“Ini yang pertama kali USK menganugerahkan tokoh perdamaian. Mudah-mudahan apa yang kami anugerahkan dan wali menerimanya, menjadi contoh bagi kita semua. Agar kita, khususnya orang Aceh menjaga perdamaian,” kata Rektor USK, Samsul Rizal, Jumat, 11 Februari 2022.
Menurutnya, hari tersebut terasa sangat istimewa bagi USK karena sejarah penganugerahan tokoh perdamaian. Terlebih, bagi Samsul Rizal menjadi kali terakhir dirinya menghadiri wisuda mahasiwa USK sebagai seorang rektor.
Akhir bulan Februari ini, masa tugasnya akan berakhir dan akan digantikan Rektor USK yang baru, Prof. Dr. Ir. Marwan.
Rektor USK berharap, Wali Nanggroe bisa menjadi pemersatu bagi segenap lapisan masyarakat Aceh, tanpa terkecuali. Samsul mengatakan, setiap orang Aceh boleh berbeda warna dalam hal apapun, tapi ketika bicara pembagunan dan masa depan, semuanya harus bersatu padu.
Tantangan bersama dalam mengisi perdamaian Aceh adalah bagaimana Aceh mengelola Sumber Daya Alam (SDA) yang dimiliki. Potensi besar yang ada, akan sia-sia jika tidak bisa dimanfaatkan sebaik mungkin, demi kemaslahat bersama.
Sebagai provinsi yang memiliki uang banyak, melalui dana otonomi khusus, seharusnya Aceh bisa berbuat lebih. Perdamaian yang telah ada, merupakan anugerah Allah SWT yang harus dijaga.
“Anugerah ini diberikan dengan harapan perdamaian Aceh abadi, meskipun kita tak pernah tahu takdir Allah ke depannya. Tapi kita berdoa, supaya anak cucu kita bisa melihat dan merasakan perdamaian ini dengan kemakmuran dan kesejahteraan,” tutur Rektor.
Senada dengan itu, di kesempatan yang sama, Wali Nanggroe Aceh, Tgk Malik Mahmud Al-Haythar mengatakan, bahwa tujuan berdamai adalah mendapatkan kemakmuran dan kesejahteraan untuk Aceh. Tetapi sayangnya apa yang kita harapkan untuk Aceh, belum tercapai.
Baca juga: Rumah di Palestina Hancur, Mohammad Tak Patah Arang Kuliah dan Magang Kampus Merdeka
Wali Nanggroe berpesan, orang Aceh harus sadar, terutama kepada pemuda-pemudi Bangsa Aceh, untuk punya pandangan ke depan. Mereka harus mengerti di mana kepentengingan Aceh dalam NKRI sebagaimana perjanjian yang telah ditandatangani kedua belah pihak (MoU Helsingki).
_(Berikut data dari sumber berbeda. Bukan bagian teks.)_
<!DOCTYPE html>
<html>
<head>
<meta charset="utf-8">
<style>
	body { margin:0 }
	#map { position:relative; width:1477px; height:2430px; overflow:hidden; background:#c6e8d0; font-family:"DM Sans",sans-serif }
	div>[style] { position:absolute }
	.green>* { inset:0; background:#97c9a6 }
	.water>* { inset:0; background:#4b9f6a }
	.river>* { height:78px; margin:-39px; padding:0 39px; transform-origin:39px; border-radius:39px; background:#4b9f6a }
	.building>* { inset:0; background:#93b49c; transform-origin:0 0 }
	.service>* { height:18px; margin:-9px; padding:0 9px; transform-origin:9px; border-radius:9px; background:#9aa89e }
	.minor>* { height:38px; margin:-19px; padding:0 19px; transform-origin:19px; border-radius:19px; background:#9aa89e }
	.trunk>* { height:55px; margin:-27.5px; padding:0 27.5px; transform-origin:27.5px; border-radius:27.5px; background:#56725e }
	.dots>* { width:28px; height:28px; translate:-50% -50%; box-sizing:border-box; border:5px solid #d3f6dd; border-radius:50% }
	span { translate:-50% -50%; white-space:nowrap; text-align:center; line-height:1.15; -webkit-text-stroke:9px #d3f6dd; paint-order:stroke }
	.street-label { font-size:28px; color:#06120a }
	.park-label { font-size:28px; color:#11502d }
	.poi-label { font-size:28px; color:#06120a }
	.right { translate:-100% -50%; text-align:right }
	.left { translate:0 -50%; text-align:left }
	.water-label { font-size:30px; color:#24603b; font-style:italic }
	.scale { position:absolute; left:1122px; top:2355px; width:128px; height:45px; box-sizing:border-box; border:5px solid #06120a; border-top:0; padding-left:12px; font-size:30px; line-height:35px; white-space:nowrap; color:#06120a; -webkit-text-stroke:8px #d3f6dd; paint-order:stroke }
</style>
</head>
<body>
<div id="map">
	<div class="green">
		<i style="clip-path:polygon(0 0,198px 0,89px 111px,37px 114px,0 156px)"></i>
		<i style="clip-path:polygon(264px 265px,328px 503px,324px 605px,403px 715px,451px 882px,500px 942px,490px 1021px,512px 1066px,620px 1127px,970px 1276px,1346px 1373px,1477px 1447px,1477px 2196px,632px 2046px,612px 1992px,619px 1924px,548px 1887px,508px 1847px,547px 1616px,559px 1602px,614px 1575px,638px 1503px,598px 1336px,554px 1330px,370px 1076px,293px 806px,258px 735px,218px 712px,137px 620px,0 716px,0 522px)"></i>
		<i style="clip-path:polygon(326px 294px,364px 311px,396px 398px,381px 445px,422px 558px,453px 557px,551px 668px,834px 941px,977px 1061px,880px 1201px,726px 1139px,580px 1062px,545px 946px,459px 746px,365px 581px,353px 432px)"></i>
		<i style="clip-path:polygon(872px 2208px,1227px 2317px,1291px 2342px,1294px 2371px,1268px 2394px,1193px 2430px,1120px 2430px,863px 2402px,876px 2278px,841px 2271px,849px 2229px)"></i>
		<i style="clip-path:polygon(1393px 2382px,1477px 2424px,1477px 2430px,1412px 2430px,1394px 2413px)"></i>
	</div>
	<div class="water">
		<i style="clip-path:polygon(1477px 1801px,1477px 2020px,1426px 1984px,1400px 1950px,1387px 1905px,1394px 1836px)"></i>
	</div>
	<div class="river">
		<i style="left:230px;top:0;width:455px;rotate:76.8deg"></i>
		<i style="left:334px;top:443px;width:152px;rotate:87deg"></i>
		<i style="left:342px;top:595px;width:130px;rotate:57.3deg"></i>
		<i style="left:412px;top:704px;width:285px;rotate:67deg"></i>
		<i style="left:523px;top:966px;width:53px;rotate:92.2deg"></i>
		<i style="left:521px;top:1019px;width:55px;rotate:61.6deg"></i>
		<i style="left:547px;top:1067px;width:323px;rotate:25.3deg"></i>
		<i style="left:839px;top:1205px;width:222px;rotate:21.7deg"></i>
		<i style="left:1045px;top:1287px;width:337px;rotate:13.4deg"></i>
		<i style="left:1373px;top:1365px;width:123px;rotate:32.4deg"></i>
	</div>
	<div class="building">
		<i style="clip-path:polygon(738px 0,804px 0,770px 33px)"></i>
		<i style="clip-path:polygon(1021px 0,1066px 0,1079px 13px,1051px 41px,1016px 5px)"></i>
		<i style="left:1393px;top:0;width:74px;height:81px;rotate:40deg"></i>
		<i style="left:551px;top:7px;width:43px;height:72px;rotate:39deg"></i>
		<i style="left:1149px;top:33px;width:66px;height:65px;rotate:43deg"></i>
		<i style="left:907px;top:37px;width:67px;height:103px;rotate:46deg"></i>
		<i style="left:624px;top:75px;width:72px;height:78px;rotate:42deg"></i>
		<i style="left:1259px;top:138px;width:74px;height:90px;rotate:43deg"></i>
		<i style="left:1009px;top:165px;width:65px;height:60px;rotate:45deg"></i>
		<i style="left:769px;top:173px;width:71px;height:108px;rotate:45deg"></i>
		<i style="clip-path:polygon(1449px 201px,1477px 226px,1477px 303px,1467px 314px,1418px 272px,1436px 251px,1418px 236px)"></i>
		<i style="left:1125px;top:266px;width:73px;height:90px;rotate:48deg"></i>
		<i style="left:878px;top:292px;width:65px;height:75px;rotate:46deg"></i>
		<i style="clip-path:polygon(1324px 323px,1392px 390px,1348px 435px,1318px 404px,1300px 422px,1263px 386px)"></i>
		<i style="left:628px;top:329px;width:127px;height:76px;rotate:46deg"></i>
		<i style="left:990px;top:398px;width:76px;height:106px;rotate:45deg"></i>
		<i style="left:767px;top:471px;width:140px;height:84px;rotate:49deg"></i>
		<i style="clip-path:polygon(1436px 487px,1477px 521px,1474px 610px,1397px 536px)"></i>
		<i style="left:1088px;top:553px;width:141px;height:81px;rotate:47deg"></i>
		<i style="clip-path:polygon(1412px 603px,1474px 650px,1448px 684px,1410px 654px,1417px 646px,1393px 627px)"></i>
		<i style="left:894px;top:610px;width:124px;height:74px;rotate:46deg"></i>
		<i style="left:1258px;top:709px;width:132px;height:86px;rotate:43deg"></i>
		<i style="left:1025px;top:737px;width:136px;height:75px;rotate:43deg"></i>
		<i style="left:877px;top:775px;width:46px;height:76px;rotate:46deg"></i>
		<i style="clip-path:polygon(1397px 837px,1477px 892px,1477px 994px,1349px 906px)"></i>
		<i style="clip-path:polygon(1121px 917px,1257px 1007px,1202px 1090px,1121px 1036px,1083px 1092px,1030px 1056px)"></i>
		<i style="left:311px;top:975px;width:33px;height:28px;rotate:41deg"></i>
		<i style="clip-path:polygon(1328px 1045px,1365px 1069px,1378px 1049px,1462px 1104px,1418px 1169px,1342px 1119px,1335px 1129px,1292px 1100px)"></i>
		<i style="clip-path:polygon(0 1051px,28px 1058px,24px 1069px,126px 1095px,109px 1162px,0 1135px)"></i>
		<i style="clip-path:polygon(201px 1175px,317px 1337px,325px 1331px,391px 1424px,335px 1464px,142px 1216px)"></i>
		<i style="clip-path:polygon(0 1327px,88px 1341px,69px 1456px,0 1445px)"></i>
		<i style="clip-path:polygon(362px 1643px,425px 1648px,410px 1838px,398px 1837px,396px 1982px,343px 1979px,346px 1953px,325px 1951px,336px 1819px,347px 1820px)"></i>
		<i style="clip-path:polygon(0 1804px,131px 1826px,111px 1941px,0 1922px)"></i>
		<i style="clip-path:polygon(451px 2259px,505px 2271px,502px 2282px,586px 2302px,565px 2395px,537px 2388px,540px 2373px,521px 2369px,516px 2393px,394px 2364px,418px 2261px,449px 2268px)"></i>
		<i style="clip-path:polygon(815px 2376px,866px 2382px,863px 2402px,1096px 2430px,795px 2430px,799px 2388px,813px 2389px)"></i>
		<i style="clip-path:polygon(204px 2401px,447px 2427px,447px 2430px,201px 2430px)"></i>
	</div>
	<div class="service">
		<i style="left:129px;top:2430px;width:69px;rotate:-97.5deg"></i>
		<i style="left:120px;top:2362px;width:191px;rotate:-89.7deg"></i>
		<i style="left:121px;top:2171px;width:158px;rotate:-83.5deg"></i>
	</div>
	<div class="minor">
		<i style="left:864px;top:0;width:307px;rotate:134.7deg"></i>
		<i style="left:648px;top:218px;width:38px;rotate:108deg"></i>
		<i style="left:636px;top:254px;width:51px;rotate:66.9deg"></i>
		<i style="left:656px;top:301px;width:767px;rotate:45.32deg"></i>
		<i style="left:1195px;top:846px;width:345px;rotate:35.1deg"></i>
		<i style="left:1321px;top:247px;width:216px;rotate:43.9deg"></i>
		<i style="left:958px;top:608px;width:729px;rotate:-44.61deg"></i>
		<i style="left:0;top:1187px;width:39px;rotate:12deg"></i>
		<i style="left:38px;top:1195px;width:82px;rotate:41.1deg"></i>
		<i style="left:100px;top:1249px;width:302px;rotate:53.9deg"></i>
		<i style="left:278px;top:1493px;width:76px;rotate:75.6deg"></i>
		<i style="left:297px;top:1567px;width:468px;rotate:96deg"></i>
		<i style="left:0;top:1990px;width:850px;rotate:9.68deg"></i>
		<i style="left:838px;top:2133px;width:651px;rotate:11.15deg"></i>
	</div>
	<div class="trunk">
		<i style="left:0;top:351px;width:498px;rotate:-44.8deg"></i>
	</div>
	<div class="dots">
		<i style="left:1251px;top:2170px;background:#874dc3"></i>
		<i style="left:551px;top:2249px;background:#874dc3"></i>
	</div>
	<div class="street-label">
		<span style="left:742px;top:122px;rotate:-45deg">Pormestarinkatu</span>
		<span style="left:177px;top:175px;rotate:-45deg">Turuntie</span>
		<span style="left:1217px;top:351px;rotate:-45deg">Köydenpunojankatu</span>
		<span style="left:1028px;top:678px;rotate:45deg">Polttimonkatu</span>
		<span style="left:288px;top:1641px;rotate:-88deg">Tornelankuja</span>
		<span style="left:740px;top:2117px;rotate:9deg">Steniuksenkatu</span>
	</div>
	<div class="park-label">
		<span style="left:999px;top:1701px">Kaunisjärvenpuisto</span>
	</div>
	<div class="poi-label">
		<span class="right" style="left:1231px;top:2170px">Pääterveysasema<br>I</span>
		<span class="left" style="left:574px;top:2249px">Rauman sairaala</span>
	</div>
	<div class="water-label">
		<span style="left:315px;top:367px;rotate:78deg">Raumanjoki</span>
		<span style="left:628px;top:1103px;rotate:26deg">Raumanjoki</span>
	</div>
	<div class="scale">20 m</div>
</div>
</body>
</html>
“Aceh bukan hanya milik sebagian golongan, inilah yang disebut dengan national interest of Aceh yang harus terus kita perjuangkan dan pertahankan. Kita telah memutuskan berdamai dengan RI, maka perdamaian ini harus berani kita jaga untuk terus kita perjuangkan, sampai terciptanyan kemakmuran dan kesejahteraan bagi seluruh rakyat Aceh,” kata Malik Mahmud Al-Haythar.